Under his EMS model, directors are to endeavor to increase the overall long-term value of the corporation, while ensuring the corporation survives. While I find the objective rather uninspiring, Keay does an excellent job of building upon, if not extending, the work authors such as Margaret Blair, Lynn Stout and Marjorie Kelly. Keay’s most significant contribution may not be in his uninspiring although important model, but in explaining how EMS can be enforced, an area where stakeholder theory has long fallen short. Although I have my doubts Keay’s vision will be fully embraced anytime soon, his book does more than plants seeds, it points to systematic measureslay the groundwork for what I expect will be a long transition.

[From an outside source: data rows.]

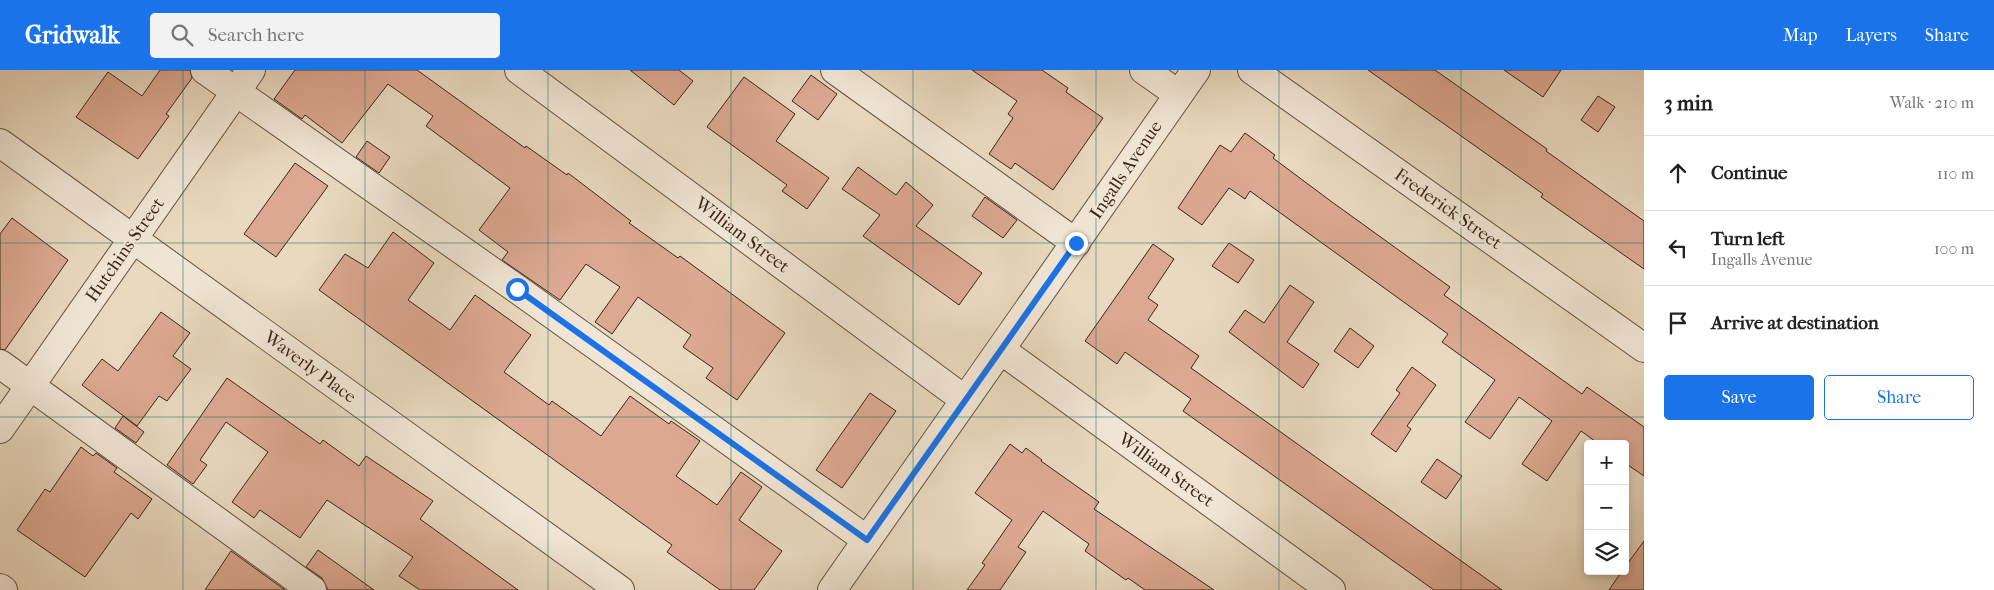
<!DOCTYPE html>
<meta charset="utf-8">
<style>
body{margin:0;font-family:"IM FELL French Canon",serif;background:#f2f2f2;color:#222}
.controls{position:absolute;right:15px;bottom:15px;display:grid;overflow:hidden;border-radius:5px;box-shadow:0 2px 8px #0003}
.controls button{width:45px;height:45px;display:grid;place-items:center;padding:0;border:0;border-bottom:1px solid #e0e0e0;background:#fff;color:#222;font:25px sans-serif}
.stop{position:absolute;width:15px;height:15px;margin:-11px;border:4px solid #1a73e8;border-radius:50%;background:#fff}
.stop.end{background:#1a73e8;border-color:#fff;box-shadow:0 1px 5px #0008}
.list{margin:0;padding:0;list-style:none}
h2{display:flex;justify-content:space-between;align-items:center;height:65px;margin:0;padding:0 20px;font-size:21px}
h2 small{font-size:16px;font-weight:400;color:#767676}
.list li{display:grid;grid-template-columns:32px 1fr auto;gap:15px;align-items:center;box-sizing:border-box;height:75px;padding:0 20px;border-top:1px solid #e0e0e0}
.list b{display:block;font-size:19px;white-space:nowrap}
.list p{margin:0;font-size:16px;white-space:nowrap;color:#767676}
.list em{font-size:16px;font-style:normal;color:#767676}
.actions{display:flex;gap:10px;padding:15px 20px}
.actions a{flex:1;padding:11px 0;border:1px solid #1a73e8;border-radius:5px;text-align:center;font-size:18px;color:#1a73e8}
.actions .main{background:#1a73e8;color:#fff}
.icon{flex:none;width:28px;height:28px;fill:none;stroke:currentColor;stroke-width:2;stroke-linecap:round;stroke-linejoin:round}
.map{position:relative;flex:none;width:1644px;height:520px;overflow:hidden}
header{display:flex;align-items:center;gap:30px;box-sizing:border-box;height:70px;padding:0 25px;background:#1a73e8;color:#fff}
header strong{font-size:24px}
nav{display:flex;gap:28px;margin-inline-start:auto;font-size:18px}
.search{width:350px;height:45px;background:#f2f2f2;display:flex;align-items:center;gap:12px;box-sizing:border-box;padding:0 18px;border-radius:5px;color:#767676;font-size:19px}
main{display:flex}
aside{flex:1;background:#fff}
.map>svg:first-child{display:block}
.building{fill:#dca892;stroke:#3b2517}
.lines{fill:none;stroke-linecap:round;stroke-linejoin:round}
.minor-casing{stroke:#665241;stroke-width:30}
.minor{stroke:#f1e6d5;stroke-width:28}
.route{stroke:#1a73e8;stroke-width:6}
.grid{fill:none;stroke:#0f766e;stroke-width:1;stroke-opacity:0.55}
.labels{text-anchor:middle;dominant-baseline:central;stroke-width:4;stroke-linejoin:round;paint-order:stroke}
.street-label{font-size:18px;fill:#3b2517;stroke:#f1e6d5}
</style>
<header>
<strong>Gridwalk</strong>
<div class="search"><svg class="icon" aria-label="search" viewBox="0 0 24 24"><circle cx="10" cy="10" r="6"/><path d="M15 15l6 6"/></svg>Search here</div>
<nav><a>Map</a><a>Layers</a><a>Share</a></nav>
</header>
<main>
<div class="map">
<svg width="1644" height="520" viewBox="0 0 1644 520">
<rect width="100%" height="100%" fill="#e9d9bf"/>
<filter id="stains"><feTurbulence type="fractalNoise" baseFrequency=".004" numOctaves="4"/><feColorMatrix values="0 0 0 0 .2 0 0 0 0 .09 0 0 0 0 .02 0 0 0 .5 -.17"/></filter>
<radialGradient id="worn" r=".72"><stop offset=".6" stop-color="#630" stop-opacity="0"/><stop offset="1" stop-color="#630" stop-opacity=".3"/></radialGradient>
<g class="building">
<polygon points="160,0 190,0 192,8 166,44 169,46 138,89 76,47 108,2 142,26"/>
<polygon points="295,0 417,0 525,78 526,76 567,105 568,103 631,151 629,153 678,188 680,186 785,263 737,330 706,308 713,298 683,277 691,265 638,227 612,264 595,252 620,217 586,194 560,230 502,190 508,182 479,160 510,118 426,56 433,46 388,14 342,73 305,45 302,49 274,29"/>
<polygon points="630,0 679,0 693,11 674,35"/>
<polygon points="972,0 1042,0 1068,18 1066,22 1103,48 1053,120 1015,93 1011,99 989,84 1013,48 1008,44 1017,31"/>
<polygon points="1368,0 1435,0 1547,79 1546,81 1644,151 1644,199 1541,127 1543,124"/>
<polygon points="1504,0 1561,0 1543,27"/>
<polygon points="811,5 837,24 818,50 792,31"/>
<polygon points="744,7 795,44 776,71 829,108 807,139 782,121 787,115 707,57"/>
<polygon points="1598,26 1615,37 1598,62 1581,50"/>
<polygon points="1245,63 1275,85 1273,88 1332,132 1450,217 1444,225 1582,324 1587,317 1644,357 1644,406 1625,393 1625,374 1599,374 1581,361 1547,411 1522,394 1552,351 1519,327 1490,369 1465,352 1495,310 1442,272 1448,264 1250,121 1245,129 1229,118 1202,155 1178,138 1220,75 1231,82"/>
<polygon points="367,71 390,87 379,103 356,87"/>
<polygon points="295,93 328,116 276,187 244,164"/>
<polygon points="858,97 896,125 906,112 933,135 916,156 982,203 959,235 863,166 880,145 842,119"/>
<polygon points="985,127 1017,150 1003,168 972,146"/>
<polygon points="12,148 68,190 5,280 0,279 0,164"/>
<polygon points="393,162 434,193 408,230 450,260 475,225 531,265 504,302 549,335 552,331 601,366 630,326 669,354 671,351 700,371 676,406 717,435 741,402 762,417 739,450 782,481 754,520 720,520 667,482 672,475 319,220 345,184 368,198"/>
<polygon points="1229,173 1254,190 1238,213 1212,196"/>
<polygon points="1153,174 1174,189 1148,228 1158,235 1148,250 1199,286 1191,298 1502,520 1434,520 1183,341 1191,329 1125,282 1117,294 1085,271"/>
<polygon points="1290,215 1314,232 1287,272 1319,294 1303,318 1229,262 1245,240 1264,253"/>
<polygon points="161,242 190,263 173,286 191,299 167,331 159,326 137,356 82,315 102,289 118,301"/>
<polygon points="1350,258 1374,276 1358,298 1334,281"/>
<polygon points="1412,297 1436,315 1407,356 1411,359 1396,382 1371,364 1400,323 1396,320"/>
<polygon points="227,308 320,374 323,370 359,396 366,386 433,431 420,449 518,520 420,520 399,506 413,487 327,430 300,468 260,440 254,448 232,432 268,382 226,352 200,390 207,395 193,414 167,395"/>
<polygon points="870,323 896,341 842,418 816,400"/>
<polygon points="123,346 144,362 136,373 115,358"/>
<polygon points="1010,374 1022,383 1026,378 1042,390 1041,391 1099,432 1094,439 1214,520 1145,520 1128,508 1126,510 1085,481 1089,474 1043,441 1018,477 1026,482 1000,520 967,520 985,495 982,493 1012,450 975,423"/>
<polygon points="81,377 93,386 96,383 117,398 114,402 152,429 138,449 131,443 85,507 17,460 45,419 50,422"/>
<polygon points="1437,389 1462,406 1446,429 1421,412"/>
<polygon points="1644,471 1644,520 1609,520 1622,501 1625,501 1625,497"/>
<polygon points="318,480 374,520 328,520 322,508 306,497"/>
<polygon points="231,481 285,520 205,520"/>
</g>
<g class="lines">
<defs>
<g id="minor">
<polyline points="205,0 517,219 867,470"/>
<polyline points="519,0 965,330"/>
<polyline points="835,0 1076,173"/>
<polyline points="1144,0 1178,24"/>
<polyline points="1252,0 1644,278"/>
<polyline points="0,73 620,520"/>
<polyline points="1001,280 1331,520"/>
<polyline points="0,294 312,520"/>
<polyline points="0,359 251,0"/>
<polyline points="0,518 3,520"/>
<polyline points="832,520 1196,0"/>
</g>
</defs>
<use href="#minor" class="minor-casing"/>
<use href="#minor" class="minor"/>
</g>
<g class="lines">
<polyline class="route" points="517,219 867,470 1076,173"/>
</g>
<path class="grid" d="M183,0V520M365,0V520M548,0V520M731,0V520M913,0V520M1096,0V520M1279,0V520M1461,0V520M0,173H1644M0,347H1644"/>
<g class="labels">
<g class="street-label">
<text transform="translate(1126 100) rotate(-56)">Ingalls Avenue</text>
<text transform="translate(1448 139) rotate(35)">Frederick Street</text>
<text transform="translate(742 165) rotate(37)">William Street</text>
<text transform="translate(125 180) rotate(-55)">Hutchins Street</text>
<text transform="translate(310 297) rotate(36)">Waverly Place</text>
<text transform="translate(1166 400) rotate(36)">William Street</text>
</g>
</g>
<rect width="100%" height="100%" filter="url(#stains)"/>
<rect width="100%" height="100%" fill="url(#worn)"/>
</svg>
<div class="controls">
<button>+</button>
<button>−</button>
<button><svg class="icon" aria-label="layers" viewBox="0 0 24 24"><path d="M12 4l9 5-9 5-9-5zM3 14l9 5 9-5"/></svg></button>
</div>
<div class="stop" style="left:517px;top:219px"></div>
<div class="stop end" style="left:1076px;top:173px"></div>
</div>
<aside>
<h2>3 min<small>Walk · 210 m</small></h2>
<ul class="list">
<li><svg class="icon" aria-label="ahead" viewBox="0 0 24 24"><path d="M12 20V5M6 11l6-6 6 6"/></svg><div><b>Continue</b></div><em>110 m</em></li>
<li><svg class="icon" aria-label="left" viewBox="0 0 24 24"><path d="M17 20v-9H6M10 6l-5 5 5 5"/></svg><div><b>Turn left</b><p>Ingalls Avenue</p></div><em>100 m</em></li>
<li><svg class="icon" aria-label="arrive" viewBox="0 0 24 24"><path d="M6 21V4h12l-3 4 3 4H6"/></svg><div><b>Arrive at destination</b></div></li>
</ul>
<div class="actions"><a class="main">Save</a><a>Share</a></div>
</aside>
</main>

The problem with stakehoder theory is that not only is it problematic to balance the interests of various interests, such as shareowners and communities, that balancing becomes the whole purpose of the company. The same could be said for the team production approach. However, like stakeholder theory, concern for the general stability and reputation of the corporation as an institution over maximizing the profits of shareholders is less likely to lead companies embracing EMS to stock buybacks, cutting R&D or laying off long-term knowledgeable employees.
Keay quotes Morey McDaniel’s aphorism, “a right without a remedy is worthless.” He cites the Canada Business Corporations Act that allows a potentially broad range of people to bring proceedings, including members, secured creditors and directors, as well as “any other person who, in the discretion of the court, is a proper person.” Keay argues that while it makes sense to limit derivative actions to shareowners under a shareholder value approach, a much wider category of investors should have the right under EMS. “Investor” for Keay includes anyone with an firm specific investment in the company, such as shareowners, creditors, employees, communities, etc.
Another of several jurisdictions cited is Singapore. Their Companies Act provides that the range of persons who can apply for a derivative action includes “any other person who, in the discretion of the Court, is a proper person.” Looking at the UK, currently a court must refuse permission to continue a derivative action if directors have had their actions ratified by a general meeting of shareowners. “Under what is proposed here, this provision would need to be removed as the shareholders could stymie an application by another investor for permission.”
Accountability is much more enforceable under EMS than under stakeholder theory because “it will only be necessary to establish that the affairs of the company have not been carried out in such a way as to maximise and sustain it.”
That may sound simple but here in the US we have laws that require that shares held by pension or mutual funds have to be voted in the best interest of beneficiaries or fund holders. Mutual funds are required to report out on how they voted but voting practices on various topics vary wildly. (see, for example, voting profiles at ProxyDemocracy.org) I am not aware that anyone has ever been able to successfully bring a suit alleging a breach of fiduciary duty for fund voting behavior. It is hard for me to imagine that investors would fare much better, even if more countries provided the rights Keay seeks. Of course, that is no reason not to seek them. Jurisprudence in this area may take lifetimes to develop, so we’d better get started.
One of the strengths of the book is also a possible weakness. As Keay notes,
what the book has not sought to do is to address the responsibility of companies… The book has endeavored solely to address the objective of the company… objective and responsibility are separate issues, and arguably the latter depends on the former.
Although the book is very methodical in its approach and may provide an underpinning for the transformation of corporate governance guidelines, I question whether or not the model Keay presents is inspiring enough to elicit a call to action that will be taken up by sufficient numbers. Separating objectives from responsibilities may, like separating owners from liability, be at the heart of what got us into the mess we are in.
While Keay does an outstanding job of critiquing shareholder primacy and stakeholder theory, EMS doesn’t appear to be the all encompassing unified theory of corporate governance I was hoping for when I picked up the book. Of course, Andrew Keay’s goals were more modest and what I’m searching for may be an impossible dream.
Keay addresses some of the most important and complex issues of our time and is very creative in developing an innovative and promising theory. Widespread circulation of The Corporate Objective and discussion of the proposed EMS model would certainly move the debate well forward of where we stand today.